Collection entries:
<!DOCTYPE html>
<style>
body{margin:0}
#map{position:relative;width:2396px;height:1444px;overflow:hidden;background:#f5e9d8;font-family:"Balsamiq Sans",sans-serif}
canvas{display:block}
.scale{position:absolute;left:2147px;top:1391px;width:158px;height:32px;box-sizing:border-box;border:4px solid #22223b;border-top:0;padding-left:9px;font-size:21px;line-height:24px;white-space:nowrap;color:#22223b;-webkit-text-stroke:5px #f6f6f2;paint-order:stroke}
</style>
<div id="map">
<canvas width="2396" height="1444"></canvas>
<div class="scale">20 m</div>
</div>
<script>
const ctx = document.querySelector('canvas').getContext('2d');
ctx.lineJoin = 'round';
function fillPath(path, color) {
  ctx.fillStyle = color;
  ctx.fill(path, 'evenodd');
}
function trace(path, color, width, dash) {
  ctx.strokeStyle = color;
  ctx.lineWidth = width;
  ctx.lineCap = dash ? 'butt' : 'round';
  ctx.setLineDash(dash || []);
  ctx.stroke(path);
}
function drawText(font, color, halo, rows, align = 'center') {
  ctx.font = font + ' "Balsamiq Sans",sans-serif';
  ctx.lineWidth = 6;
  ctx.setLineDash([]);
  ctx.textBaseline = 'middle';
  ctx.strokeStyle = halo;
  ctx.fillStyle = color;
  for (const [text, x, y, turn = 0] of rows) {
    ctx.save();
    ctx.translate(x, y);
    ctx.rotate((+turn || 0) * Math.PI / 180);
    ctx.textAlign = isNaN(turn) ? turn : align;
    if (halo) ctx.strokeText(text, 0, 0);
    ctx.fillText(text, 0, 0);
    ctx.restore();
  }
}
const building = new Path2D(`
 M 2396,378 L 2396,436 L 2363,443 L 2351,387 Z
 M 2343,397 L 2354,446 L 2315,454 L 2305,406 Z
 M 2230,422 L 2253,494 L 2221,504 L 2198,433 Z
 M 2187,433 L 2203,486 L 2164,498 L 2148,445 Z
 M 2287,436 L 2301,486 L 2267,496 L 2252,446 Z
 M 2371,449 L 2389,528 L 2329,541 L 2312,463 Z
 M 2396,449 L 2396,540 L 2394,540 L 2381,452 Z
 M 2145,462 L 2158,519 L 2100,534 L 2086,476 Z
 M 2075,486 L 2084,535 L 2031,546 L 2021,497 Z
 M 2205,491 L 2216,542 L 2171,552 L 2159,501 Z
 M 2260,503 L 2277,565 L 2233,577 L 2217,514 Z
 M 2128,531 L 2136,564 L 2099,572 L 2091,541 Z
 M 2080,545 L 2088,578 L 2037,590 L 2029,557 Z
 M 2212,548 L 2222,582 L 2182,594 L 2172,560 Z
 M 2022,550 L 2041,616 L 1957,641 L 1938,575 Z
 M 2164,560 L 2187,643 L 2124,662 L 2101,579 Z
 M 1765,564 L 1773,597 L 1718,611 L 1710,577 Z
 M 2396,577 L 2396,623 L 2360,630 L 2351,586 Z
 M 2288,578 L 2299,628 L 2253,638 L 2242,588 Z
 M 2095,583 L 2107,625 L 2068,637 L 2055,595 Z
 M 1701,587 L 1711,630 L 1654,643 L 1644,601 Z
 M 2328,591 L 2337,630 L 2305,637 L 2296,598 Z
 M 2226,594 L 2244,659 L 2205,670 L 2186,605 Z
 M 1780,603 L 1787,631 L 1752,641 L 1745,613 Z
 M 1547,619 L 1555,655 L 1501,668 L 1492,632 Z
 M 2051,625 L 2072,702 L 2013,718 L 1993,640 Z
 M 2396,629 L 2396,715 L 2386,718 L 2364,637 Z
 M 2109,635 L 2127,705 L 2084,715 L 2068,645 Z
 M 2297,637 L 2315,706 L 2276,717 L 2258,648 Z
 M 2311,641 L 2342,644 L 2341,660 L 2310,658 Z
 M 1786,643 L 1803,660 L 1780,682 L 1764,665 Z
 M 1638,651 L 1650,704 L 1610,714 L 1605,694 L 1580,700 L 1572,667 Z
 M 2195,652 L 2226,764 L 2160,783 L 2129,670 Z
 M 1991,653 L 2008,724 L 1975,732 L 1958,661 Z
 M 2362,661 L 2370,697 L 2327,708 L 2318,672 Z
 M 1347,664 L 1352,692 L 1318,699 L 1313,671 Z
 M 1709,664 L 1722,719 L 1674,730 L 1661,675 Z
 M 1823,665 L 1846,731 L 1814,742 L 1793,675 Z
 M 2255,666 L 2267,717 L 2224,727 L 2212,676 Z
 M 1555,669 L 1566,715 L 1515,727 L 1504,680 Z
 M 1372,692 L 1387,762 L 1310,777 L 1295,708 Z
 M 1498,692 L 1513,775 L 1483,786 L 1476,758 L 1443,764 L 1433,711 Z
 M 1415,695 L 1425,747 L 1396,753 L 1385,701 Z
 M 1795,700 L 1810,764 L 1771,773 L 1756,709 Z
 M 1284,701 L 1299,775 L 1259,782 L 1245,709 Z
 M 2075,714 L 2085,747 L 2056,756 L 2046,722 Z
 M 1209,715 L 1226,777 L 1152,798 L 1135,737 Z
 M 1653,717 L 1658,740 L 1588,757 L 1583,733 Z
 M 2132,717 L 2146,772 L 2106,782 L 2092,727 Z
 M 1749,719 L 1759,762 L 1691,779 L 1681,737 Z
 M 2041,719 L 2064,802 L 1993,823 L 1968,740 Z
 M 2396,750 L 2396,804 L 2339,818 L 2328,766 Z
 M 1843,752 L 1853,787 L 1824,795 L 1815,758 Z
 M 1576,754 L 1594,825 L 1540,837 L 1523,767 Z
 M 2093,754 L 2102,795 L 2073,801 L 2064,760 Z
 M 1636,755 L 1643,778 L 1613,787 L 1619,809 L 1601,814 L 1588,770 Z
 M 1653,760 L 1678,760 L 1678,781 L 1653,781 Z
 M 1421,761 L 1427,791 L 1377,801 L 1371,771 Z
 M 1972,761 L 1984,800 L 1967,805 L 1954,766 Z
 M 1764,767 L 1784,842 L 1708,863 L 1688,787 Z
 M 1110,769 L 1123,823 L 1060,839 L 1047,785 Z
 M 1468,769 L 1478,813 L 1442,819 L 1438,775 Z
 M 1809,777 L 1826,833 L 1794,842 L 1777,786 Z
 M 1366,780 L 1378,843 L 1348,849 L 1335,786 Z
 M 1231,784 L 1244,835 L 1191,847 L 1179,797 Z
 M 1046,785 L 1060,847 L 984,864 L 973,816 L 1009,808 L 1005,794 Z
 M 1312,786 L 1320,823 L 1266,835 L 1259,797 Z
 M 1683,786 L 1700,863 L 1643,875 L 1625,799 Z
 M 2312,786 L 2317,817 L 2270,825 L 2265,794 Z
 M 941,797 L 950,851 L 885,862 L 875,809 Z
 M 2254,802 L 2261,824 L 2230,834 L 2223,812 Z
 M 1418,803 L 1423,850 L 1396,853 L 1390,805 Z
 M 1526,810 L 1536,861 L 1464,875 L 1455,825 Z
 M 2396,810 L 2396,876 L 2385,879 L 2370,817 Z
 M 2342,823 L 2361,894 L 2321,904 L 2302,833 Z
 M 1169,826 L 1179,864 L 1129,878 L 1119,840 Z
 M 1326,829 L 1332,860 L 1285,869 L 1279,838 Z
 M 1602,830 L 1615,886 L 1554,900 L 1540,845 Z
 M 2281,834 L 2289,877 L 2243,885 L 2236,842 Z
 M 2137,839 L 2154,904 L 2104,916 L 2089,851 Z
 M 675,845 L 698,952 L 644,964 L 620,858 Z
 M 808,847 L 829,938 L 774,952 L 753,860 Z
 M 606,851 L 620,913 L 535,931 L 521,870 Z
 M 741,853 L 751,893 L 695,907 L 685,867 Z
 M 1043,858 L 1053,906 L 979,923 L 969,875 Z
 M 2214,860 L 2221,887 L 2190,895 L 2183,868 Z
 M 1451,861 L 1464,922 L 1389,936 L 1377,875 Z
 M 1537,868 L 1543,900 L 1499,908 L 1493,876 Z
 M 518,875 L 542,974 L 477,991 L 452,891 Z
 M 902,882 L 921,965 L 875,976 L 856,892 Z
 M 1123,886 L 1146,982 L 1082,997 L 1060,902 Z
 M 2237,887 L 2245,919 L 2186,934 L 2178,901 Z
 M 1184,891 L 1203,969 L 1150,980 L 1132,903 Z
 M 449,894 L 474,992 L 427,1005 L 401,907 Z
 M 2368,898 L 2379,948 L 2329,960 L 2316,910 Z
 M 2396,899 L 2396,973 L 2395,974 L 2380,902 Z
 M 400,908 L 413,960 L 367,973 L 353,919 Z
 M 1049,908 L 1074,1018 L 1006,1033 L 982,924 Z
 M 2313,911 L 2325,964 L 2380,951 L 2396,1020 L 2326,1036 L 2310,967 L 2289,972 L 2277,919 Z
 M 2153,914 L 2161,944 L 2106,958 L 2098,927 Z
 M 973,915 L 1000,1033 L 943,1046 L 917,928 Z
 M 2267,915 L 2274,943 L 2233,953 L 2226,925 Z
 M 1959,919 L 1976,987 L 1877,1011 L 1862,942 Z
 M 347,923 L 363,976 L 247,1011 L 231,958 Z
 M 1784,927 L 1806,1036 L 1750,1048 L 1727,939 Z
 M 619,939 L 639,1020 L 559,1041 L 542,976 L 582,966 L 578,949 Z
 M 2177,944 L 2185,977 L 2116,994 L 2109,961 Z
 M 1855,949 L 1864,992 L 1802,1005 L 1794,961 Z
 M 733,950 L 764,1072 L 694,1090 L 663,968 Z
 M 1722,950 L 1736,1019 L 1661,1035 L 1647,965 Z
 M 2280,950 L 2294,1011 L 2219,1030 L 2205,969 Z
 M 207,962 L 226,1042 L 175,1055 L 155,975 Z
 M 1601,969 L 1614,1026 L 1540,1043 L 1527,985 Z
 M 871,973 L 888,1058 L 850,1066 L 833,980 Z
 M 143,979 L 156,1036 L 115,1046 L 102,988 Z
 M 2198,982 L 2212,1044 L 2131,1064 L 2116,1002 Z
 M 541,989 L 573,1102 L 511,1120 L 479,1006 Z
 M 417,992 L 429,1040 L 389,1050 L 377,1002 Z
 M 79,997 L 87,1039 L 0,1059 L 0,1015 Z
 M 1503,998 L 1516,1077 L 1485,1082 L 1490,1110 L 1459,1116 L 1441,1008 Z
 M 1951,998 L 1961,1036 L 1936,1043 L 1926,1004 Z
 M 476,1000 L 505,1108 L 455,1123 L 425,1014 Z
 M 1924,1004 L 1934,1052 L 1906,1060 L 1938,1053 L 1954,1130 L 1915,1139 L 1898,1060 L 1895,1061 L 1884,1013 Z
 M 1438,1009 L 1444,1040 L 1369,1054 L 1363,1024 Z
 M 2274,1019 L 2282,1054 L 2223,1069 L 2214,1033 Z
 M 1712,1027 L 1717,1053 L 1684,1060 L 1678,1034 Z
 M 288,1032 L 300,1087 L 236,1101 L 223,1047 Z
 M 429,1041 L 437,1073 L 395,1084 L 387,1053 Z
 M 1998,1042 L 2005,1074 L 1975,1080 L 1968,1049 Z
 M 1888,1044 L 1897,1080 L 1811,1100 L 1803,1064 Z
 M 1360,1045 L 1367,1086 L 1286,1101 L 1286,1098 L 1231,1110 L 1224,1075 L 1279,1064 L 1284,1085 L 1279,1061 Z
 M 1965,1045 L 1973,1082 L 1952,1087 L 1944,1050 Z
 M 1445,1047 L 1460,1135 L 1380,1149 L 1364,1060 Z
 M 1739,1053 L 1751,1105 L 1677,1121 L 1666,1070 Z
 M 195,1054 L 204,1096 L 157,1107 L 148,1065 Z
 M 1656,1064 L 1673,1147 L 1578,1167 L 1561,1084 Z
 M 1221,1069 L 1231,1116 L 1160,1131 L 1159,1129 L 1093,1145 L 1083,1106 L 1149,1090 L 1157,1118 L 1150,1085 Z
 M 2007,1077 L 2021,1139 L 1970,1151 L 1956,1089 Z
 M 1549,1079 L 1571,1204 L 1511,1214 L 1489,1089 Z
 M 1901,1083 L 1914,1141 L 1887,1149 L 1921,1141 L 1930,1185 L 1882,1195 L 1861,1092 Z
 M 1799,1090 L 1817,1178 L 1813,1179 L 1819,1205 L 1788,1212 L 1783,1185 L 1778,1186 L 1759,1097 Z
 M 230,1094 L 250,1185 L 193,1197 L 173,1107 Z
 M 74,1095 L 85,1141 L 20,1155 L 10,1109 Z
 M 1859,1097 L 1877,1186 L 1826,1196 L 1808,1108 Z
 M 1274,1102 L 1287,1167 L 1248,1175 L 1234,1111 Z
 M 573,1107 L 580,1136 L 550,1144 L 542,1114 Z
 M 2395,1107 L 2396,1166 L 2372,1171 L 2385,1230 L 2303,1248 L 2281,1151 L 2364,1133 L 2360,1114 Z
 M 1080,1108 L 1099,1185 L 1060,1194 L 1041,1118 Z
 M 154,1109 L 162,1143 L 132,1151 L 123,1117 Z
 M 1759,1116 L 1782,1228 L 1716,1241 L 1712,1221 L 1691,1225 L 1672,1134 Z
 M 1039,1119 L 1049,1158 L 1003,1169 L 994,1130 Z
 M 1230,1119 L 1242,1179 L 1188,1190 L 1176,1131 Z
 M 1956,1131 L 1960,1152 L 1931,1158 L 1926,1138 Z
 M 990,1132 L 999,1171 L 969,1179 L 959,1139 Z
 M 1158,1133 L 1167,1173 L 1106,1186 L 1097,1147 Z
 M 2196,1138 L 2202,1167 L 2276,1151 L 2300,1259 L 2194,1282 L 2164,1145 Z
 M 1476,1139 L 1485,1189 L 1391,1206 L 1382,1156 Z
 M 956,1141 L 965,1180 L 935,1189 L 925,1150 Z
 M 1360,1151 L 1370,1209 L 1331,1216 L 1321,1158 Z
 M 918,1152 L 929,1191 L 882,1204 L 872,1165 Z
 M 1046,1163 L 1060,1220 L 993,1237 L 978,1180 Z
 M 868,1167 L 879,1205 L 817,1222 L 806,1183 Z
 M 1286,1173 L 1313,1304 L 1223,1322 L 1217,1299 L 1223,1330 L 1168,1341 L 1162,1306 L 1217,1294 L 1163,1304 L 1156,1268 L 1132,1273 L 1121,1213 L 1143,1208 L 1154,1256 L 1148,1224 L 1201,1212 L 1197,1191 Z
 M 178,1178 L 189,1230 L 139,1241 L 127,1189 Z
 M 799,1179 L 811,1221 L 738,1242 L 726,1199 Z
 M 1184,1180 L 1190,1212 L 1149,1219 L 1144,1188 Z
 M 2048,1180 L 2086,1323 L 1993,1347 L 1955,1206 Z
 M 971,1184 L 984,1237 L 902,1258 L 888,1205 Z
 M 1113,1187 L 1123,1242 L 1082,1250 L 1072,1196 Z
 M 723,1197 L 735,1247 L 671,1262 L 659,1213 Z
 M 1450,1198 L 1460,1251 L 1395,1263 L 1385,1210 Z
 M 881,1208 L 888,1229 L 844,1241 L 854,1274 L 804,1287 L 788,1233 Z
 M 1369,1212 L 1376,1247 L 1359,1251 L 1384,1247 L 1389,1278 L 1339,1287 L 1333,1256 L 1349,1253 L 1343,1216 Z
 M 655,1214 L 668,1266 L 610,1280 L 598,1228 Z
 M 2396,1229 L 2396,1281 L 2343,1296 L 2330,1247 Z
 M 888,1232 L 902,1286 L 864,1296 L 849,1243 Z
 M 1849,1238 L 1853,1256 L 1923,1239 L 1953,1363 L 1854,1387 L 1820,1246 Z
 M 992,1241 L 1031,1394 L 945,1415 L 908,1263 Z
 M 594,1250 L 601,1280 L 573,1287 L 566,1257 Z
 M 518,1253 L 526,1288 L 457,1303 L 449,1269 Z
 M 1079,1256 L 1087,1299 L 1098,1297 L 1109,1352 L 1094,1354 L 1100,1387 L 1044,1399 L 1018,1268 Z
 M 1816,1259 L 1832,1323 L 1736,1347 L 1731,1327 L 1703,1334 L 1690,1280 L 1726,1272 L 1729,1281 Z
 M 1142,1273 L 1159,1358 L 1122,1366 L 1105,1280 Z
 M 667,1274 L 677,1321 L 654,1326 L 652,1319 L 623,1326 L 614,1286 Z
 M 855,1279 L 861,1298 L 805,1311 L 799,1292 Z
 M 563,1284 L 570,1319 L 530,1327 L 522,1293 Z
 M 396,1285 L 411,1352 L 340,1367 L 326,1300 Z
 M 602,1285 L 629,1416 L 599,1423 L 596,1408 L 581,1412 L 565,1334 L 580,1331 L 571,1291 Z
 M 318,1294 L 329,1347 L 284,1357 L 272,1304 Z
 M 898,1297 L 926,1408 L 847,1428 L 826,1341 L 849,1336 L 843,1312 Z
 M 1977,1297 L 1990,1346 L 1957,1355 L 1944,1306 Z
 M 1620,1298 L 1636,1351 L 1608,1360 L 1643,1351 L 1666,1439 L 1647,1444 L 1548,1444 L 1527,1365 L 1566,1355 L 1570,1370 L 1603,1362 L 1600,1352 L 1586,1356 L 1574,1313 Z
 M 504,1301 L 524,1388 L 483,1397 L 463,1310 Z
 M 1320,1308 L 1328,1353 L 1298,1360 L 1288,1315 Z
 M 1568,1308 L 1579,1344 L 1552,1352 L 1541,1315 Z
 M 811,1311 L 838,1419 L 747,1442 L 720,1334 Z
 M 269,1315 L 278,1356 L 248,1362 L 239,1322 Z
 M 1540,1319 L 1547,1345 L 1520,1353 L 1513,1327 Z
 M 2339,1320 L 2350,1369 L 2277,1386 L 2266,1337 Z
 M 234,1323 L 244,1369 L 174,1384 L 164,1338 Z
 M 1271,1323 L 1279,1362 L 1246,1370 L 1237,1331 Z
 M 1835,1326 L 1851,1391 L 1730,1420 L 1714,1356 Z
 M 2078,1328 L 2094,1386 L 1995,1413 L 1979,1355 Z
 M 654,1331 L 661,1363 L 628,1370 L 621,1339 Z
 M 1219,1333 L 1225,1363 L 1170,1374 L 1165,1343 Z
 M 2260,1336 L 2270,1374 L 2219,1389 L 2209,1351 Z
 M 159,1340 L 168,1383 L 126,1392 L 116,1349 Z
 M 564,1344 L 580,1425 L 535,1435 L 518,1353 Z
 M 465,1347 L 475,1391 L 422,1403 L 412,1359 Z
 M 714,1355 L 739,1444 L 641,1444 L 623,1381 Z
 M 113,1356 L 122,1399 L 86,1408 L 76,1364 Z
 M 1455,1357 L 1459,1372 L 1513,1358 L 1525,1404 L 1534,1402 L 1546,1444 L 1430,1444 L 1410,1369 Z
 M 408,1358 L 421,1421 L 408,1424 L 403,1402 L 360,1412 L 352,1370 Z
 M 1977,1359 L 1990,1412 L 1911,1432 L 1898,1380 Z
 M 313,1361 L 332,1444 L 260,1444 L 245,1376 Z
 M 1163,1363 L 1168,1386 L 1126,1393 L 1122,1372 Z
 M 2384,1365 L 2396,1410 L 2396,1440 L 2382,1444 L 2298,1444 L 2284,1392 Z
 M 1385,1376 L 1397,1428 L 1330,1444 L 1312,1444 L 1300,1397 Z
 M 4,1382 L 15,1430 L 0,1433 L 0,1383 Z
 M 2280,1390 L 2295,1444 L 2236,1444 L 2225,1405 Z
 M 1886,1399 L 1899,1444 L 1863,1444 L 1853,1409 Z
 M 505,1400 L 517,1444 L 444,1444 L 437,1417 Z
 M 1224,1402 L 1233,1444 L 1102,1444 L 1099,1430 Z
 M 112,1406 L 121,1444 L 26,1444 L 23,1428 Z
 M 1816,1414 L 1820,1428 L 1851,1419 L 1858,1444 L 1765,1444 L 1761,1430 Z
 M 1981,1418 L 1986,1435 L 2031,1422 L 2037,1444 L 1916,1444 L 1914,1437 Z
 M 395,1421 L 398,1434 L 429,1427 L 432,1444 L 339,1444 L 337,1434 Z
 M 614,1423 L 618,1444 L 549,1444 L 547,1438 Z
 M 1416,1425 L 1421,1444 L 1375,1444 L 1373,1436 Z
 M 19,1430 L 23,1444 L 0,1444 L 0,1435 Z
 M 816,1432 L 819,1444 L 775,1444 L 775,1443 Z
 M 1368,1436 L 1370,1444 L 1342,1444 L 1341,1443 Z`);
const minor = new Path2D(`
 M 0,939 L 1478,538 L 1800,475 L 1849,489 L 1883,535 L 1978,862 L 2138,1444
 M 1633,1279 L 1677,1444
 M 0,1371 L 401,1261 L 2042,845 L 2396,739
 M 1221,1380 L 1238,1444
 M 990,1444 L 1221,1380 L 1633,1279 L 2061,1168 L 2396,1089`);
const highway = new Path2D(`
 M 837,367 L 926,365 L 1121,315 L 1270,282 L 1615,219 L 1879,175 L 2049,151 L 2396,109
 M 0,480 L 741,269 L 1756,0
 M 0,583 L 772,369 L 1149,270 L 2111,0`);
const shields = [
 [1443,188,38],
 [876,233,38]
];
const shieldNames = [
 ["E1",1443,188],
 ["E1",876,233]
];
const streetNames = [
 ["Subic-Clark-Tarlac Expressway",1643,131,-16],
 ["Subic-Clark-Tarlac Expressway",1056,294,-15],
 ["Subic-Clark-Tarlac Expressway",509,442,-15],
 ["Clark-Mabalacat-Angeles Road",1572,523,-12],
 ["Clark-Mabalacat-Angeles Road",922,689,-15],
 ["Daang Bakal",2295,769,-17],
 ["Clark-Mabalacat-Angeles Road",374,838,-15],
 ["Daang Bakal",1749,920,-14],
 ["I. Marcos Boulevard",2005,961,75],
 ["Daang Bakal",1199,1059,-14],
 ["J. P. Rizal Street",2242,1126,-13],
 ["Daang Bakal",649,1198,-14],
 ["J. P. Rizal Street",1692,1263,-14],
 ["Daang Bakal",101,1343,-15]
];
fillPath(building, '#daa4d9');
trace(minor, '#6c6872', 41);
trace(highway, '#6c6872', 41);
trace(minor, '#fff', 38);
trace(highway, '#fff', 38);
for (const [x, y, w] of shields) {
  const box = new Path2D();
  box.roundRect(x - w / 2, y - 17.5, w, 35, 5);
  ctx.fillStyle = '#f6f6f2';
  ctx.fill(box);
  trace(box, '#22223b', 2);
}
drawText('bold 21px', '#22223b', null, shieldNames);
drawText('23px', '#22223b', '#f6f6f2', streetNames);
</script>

Problem to solve: Above are the records; repeat exactly the lines from the one holding "ctx.lineWidth = 6;" down to the one holding "M 2371,449 L", end lines included.

Worked solution:
  ctx.lineWidth = 6;
  ctx.setLineDash([]);
  ctx.textBaseline = 'middle';
  ctx.strokeStyle = halo;
  ctx.fillStyle = color;
  for (const [text, x, y, turn = 0] of rows) {
    ctx.save();
    ctx.translate(x, y);
    ctx.rotate((+turn || 0) * Math.PI / 180);
    ctx.textAlign = isNaN(turn) ? turn : align;
    if (halo) ctx.strokeText(text, 0, 0);
    ctx.fillText(text, 0, 0);
    ctx.restore();
  }
}
const building = new Path2D(`
 M 2396,378 L 2396,436 L 2363,443 L 2351,387 Z
 M 2343,397 L 2354,446 L 2315,454 L 2305,406 Z
 M 2230,422 L 2253,494 L 2221,504 L 2198,433 Z
 M 2187,433 L 2203,486 L 2164,498 L 2148,445 Z
 M 2287,436 L 2301,486 L 2267,496 L 2252,446 Z
 M 2371,449 L 2389,528 L 2329,541 L 2312,463 Z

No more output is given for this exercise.